**Record excerpts**:
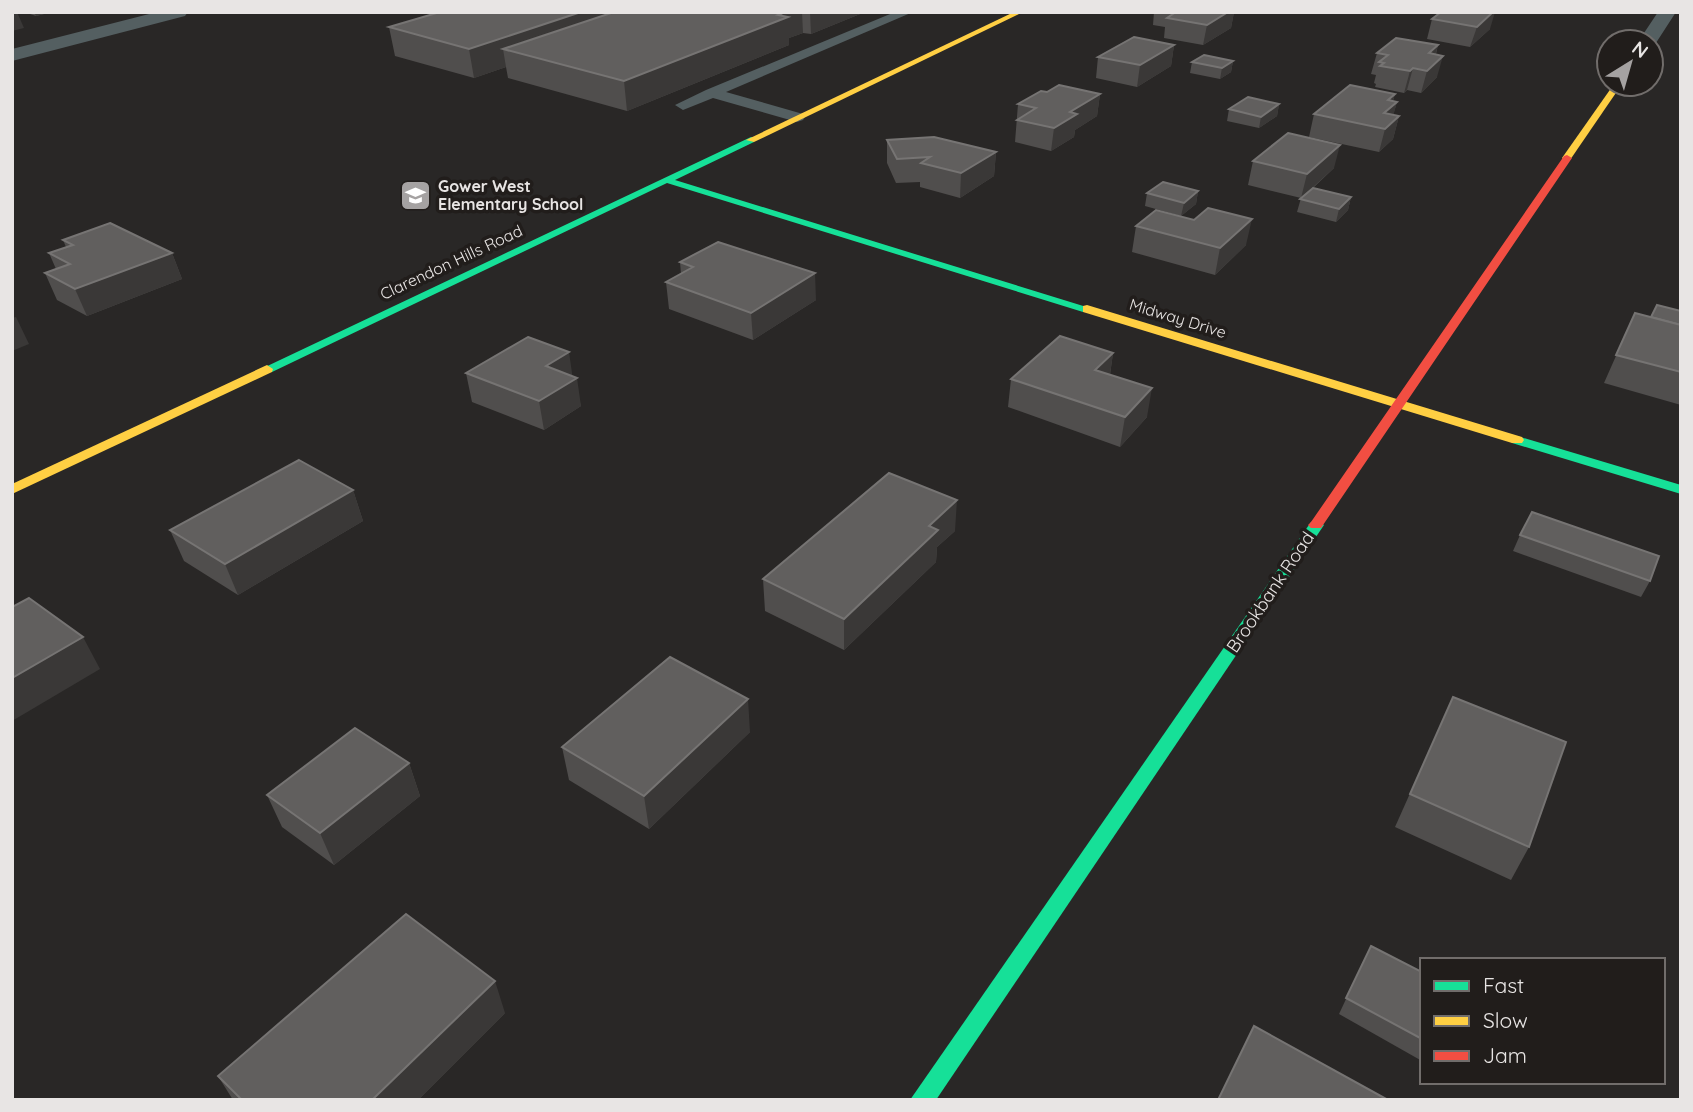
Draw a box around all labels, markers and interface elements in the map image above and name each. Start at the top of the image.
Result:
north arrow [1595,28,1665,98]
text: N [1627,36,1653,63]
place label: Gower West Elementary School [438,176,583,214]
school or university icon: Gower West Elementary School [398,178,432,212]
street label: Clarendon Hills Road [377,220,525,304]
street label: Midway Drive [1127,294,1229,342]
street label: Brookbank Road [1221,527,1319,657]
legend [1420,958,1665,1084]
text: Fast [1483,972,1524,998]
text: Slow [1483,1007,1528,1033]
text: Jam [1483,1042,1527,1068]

...

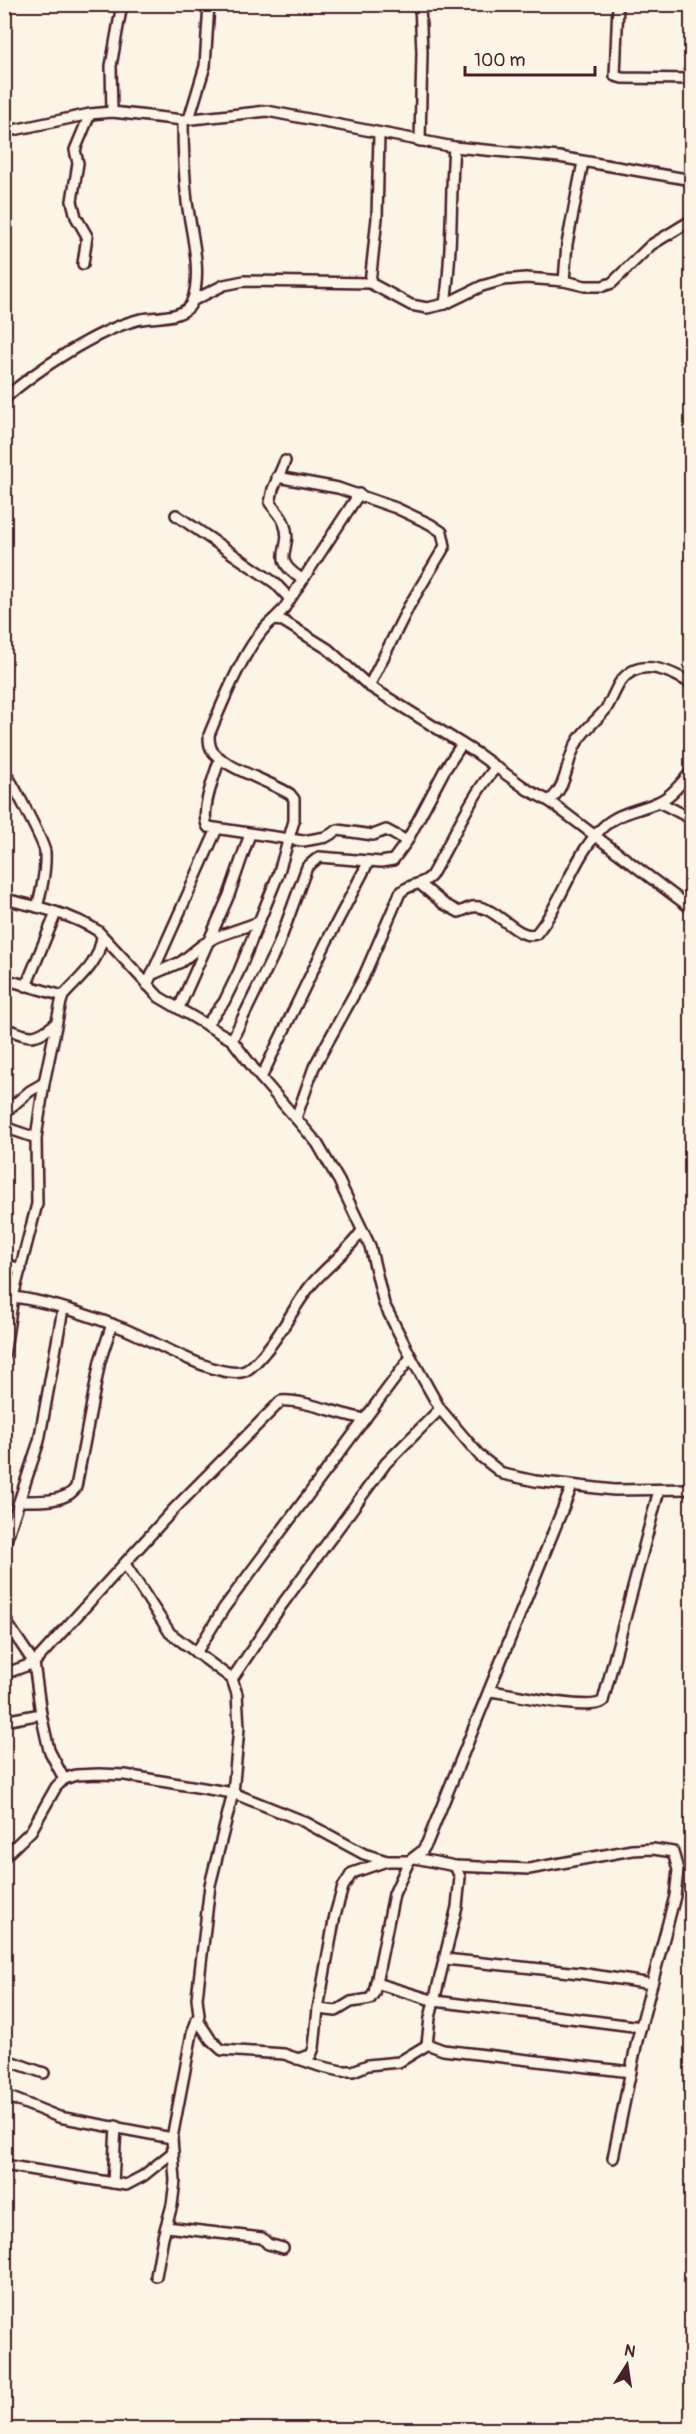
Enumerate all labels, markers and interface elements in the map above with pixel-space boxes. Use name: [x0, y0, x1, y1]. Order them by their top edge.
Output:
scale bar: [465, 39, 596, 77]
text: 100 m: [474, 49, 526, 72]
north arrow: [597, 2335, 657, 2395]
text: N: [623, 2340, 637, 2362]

---

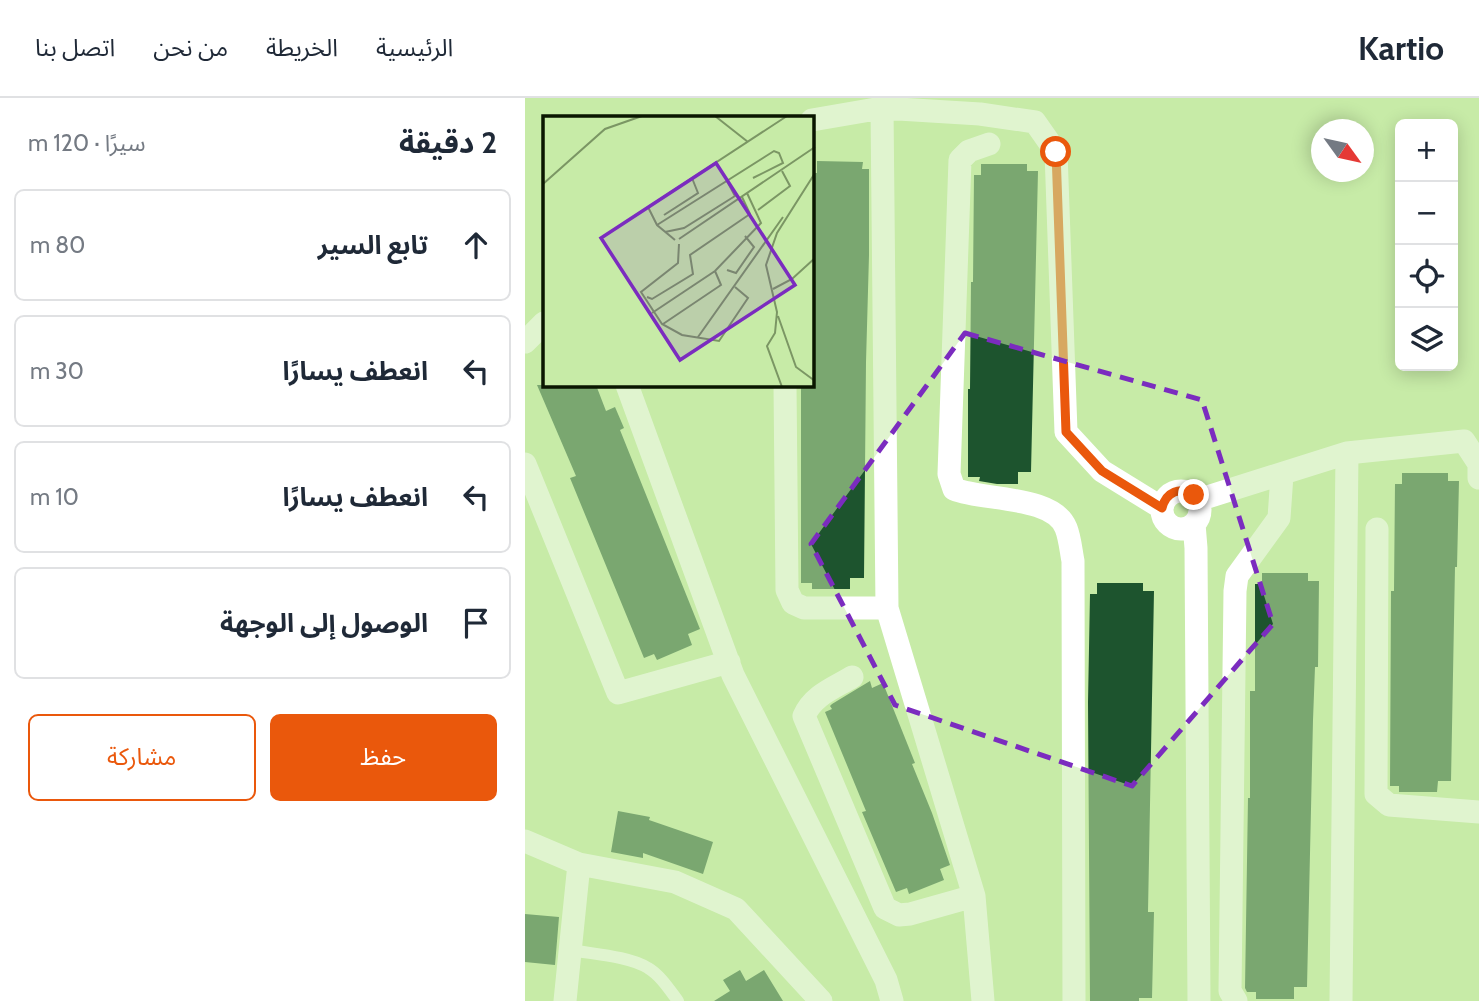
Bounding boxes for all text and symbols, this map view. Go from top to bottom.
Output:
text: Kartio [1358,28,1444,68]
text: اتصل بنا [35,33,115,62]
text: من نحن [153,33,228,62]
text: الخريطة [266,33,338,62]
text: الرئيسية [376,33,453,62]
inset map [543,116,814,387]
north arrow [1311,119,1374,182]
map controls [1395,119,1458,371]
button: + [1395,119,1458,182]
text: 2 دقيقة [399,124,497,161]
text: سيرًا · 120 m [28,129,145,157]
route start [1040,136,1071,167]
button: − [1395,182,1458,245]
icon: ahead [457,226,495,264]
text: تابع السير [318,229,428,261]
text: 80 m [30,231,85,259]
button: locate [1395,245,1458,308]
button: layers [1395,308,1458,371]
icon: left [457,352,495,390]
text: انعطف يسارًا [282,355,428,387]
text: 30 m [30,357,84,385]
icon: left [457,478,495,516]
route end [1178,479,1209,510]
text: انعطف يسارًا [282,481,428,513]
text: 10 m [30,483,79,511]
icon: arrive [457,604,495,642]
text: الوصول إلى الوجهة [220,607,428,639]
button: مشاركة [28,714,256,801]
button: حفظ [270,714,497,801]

**What is needed**:
Copy out each line of the material that holds the word "labels".

**Solution**:
Draw a box around all labels, markers and interface elements in the map image above and name each. Start at the top of the image.
Enumerate all labels, markers and interface elements in the map above with pixel-space boxes. Use name: [x0, y0, x1, y1]. Order them by their top edge.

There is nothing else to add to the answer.